The last piece of the evening was Claude Debussy's Images: Gigues, Iberia ( Par les rues et par les chemin (by the roads and paths), Les parfums de la nuit (the fragances of the night), Le matin d'un jour de fête (the morning of a festival day")and Rondes de printemp (Spring Rounds). Debussy has been described as one of the most innovative composers of the twentieth century. He is most famous for evoking the moods of uncertainty, wistfulness, dreaminess in ways rather like the effect of the ineffable play of the hazy sunlight over a misty sea. He achieved this effect through a most unusual technique: the blurring of boundaries of musical phrases by de-emphasing the conventional rhythm which normally marks the end of one phrase or motif by playing the relevant notes with an obvious increase in force and emphasis so that the music has a quality of never quite ending the previous phrase before easing into the next. Another technique he used was to write music in full tones (tonal intervals) so that the normal CDEFGAB become CDEF sharp, G sharp, A sharp C, thus achieving a kind of uncertainty of effect to confuse our accustomed conventional tonal intervals. These three pieces were written by him during different periods and were never intended to form a single work. The first, Gigue was supposed to describe Debussy's feeling about northern England, using a folk tune "The Keel Row" but the top and the bottom sounds were set off against each other, with the upper rigister gay whilst the lower strings sad and menacing.

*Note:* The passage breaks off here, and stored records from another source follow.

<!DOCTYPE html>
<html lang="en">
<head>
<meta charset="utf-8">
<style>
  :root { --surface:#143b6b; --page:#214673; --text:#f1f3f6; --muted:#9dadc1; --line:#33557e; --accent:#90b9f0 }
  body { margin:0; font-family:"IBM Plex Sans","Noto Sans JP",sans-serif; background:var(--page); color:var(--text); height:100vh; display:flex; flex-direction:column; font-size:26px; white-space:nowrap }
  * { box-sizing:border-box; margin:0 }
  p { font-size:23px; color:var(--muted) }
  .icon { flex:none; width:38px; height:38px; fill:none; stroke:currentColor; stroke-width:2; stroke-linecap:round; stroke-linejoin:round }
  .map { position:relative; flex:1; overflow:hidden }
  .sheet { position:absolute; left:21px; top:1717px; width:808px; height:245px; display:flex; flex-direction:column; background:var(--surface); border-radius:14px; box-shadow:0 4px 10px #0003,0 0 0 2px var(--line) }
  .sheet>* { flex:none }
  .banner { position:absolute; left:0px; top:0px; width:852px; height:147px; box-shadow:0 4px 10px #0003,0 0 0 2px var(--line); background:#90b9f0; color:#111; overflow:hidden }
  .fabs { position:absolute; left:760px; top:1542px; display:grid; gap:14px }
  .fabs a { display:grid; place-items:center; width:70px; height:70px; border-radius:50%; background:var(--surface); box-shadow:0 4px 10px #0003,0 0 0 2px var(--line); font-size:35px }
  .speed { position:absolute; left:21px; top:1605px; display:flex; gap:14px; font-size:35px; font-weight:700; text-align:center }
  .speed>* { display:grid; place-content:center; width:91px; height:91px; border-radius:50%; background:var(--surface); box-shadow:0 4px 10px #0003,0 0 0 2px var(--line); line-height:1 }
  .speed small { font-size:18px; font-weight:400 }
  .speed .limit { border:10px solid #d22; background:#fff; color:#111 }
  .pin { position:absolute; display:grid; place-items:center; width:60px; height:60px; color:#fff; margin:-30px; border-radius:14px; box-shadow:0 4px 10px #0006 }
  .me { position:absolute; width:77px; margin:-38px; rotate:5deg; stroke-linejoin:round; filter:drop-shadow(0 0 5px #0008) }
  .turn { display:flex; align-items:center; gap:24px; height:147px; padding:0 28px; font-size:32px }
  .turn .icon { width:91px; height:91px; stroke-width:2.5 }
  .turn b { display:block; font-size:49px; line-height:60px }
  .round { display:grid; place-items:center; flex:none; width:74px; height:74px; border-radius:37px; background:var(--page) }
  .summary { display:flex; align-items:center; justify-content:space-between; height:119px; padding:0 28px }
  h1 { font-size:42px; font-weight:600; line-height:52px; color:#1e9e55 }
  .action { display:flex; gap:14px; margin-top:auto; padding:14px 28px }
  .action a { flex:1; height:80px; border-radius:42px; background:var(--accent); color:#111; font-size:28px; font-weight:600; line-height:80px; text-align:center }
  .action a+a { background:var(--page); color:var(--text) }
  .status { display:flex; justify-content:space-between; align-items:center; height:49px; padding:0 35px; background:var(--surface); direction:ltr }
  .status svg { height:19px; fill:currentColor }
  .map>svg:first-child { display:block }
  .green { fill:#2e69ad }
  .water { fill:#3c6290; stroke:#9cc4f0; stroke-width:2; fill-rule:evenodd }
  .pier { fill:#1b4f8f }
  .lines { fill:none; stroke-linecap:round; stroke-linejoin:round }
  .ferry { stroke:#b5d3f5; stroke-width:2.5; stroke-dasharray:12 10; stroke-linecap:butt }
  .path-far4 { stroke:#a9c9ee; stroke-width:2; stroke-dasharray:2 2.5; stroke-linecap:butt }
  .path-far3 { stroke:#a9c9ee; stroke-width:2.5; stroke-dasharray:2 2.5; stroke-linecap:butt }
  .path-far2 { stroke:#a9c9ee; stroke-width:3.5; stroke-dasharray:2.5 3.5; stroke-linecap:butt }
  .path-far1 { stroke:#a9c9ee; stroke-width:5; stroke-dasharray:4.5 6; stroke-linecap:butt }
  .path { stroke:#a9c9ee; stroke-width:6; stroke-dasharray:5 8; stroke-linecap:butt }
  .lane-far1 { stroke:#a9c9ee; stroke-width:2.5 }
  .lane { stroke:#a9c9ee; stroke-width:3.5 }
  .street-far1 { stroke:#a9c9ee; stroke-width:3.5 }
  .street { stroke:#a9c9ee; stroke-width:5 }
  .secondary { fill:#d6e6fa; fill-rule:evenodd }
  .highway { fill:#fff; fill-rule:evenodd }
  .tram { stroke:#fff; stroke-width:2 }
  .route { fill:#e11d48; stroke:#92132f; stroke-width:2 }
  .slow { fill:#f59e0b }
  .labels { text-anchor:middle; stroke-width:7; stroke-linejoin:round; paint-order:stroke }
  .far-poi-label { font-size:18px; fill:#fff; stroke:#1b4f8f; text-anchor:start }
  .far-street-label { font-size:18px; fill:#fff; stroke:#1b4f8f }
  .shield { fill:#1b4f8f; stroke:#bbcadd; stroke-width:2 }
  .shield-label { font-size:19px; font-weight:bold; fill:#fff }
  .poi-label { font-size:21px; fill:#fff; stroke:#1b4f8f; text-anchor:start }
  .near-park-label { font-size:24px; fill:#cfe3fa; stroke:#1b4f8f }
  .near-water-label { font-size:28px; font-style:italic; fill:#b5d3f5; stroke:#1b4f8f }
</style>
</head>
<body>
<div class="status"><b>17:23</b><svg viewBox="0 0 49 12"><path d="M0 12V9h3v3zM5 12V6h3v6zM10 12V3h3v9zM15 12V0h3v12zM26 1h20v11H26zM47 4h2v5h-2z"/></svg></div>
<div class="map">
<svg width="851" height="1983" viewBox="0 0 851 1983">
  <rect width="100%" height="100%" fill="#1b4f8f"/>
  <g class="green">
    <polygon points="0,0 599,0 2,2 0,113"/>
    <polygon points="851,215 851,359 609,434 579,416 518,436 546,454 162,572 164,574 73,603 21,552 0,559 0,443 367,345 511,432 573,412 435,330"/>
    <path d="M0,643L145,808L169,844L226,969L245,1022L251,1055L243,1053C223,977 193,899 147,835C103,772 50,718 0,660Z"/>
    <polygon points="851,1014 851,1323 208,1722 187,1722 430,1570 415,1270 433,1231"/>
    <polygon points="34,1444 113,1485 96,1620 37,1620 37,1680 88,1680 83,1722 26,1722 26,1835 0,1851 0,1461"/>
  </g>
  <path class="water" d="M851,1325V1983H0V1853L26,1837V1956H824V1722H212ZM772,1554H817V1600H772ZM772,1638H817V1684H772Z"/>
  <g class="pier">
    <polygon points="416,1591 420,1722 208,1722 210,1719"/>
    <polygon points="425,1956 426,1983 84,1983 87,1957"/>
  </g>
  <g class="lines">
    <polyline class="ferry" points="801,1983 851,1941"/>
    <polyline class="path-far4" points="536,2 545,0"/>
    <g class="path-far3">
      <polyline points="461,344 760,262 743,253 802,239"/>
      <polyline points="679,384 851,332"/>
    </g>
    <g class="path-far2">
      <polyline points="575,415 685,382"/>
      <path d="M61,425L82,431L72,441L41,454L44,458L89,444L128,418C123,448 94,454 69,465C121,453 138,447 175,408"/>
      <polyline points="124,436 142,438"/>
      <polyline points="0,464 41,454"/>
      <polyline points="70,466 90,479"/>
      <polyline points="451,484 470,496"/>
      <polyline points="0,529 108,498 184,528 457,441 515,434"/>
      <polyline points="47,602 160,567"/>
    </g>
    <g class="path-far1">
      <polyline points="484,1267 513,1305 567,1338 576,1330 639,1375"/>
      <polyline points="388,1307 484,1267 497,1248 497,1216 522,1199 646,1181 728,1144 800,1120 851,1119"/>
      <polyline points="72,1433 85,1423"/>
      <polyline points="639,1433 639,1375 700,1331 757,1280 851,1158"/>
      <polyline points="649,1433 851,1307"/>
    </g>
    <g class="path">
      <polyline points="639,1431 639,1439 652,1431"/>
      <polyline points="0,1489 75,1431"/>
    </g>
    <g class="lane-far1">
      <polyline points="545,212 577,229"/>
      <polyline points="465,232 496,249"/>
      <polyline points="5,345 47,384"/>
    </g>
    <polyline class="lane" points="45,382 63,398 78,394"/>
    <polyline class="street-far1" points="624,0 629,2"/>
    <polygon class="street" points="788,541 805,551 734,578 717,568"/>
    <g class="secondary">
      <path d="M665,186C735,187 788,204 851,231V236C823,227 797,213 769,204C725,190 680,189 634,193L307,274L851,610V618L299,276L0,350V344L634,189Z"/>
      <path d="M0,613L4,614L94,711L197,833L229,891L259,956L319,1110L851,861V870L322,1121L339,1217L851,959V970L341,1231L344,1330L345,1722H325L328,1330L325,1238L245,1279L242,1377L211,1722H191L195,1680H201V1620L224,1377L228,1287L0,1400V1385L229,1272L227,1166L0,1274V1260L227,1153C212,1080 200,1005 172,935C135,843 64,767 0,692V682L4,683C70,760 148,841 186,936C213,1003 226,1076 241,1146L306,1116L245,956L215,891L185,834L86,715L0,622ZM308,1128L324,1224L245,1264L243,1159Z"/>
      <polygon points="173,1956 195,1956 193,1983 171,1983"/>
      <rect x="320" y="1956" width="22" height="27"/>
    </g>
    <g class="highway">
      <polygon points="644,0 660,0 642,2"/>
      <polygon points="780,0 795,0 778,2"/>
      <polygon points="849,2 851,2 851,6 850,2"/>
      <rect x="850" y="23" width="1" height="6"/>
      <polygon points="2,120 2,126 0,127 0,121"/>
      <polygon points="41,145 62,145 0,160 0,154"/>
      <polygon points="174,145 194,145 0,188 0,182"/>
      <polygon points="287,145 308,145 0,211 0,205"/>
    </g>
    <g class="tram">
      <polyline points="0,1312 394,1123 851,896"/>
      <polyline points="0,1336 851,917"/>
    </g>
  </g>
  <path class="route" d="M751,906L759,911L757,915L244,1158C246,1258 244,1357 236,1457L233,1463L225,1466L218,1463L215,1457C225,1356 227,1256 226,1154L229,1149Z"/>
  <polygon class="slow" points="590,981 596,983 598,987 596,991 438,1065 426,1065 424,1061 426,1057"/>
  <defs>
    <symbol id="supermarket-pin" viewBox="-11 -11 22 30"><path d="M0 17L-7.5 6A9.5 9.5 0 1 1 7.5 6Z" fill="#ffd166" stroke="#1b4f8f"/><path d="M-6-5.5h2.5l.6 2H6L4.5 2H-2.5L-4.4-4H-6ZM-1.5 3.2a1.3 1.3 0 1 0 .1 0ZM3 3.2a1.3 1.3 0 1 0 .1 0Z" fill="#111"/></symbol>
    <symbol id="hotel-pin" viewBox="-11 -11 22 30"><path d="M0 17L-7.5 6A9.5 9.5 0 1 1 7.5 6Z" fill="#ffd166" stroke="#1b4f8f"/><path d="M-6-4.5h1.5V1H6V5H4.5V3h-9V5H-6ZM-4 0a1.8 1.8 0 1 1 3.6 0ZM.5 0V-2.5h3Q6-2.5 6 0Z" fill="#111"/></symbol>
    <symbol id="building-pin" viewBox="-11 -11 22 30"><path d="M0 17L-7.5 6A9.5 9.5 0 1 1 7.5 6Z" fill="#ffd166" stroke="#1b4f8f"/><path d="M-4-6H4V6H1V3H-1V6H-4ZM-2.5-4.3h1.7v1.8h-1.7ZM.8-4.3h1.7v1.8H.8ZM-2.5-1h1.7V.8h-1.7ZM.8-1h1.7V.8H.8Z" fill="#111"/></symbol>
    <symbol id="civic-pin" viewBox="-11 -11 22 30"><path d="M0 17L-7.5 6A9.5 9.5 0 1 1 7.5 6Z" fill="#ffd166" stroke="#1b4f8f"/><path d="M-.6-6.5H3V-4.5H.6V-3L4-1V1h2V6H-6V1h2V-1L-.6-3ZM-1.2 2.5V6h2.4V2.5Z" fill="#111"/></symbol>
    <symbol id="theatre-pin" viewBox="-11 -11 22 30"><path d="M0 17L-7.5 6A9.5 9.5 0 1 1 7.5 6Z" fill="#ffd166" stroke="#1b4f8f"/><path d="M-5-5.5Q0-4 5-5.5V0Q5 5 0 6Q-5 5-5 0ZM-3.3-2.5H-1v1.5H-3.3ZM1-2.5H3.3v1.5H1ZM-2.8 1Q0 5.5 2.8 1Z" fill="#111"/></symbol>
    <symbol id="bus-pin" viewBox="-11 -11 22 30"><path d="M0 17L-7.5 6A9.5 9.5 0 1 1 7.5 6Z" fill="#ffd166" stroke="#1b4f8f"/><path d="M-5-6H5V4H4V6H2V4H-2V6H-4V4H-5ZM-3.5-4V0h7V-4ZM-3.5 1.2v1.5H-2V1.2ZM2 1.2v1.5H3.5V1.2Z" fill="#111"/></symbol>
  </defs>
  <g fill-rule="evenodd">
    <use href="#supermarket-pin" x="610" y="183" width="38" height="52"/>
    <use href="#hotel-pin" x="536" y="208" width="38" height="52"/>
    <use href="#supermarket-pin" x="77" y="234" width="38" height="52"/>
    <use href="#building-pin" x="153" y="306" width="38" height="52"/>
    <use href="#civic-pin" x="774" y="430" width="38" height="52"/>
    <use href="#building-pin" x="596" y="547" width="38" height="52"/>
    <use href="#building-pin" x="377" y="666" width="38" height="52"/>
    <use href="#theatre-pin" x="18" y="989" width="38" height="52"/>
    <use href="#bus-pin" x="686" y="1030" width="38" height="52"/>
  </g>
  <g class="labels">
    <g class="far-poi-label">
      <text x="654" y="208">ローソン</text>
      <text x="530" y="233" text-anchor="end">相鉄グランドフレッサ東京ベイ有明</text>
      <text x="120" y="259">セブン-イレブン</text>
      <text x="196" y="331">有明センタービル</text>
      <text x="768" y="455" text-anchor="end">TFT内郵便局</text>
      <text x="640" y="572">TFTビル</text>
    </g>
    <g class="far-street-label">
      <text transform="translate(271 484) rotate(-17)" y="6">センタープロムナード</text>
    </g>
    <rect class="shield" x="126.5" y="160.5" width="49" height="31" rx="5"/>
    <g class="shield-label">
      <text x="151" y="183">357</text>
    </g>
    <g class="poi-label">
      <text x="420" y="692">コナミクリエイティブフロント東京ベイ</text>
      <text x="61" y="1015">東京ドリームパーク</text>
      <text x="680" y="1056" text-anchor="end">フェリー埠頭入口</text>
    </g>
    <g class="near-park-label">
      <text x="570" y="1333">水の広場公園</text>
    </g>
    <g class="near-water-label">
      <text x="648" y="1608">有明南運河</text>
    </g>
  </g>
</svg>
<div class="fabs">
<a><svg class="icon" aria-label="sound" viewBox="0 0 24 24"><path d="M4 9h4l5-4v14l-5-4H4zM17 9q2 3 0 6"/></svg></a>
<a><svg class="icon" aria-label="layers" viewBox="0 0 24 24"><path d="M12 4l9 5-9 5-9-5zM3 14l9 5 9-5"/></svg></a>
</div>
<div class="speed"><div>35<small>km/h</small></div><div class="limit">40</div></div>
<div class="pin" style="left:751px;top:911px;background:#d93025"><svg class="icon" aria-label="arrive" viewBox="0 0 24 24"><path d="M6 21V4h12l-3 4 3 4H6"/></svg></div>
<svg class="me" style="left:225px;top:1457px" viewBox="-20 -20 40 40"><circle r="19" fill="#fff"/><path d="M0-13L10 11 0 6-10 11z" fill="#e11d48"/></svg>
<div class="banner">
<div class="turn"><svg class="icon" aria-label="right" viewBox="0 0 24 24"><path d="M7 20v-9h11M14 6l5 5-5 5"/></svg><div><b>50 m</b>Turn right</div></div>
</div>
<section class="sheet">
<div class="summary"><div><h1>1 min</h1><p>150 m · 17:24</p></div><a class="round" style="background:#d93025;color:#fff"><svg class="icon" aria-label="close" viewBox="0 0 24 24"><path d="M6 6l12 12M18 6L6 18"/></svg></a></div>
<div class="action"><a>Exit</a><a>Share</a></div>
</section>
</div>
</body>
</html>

It's a rather dreamy song beginning with the winds, becaming very atmospheric when the strings came in, and then there was a sharp burst of the drums whereupon the other winds would join in and the pattern was then repeated with some variations. The next piece Iberia was rather long and is a very popular peice has some very Spanish sound with a great deal of variety, with its full complements of castanets and Arabic sounds and some slow ambiguous and very atmospheric, almost dreamlike sound and then ending very very quietly with the percussions. The final piece of the Images was originally written for the piano in 1886 and has some French motifs taken from the French folk songs Nous n'irons pas au bois (We are not going into the woods) and Do do l'enfant ( do do child) . It is a joyful piece to celebrate the coming of spring. It a very unusual composition: dreamy, colorful, strong, soft, fast and slow by turns.
Like the previous concert, none of my friends came. Fortunately there was a European lady sitting at my side who was not too shy to engage in conversations. But we didn't talk much. But still better than having nobody at all! It was good concert and the HKPO seemed to have come back to form this time.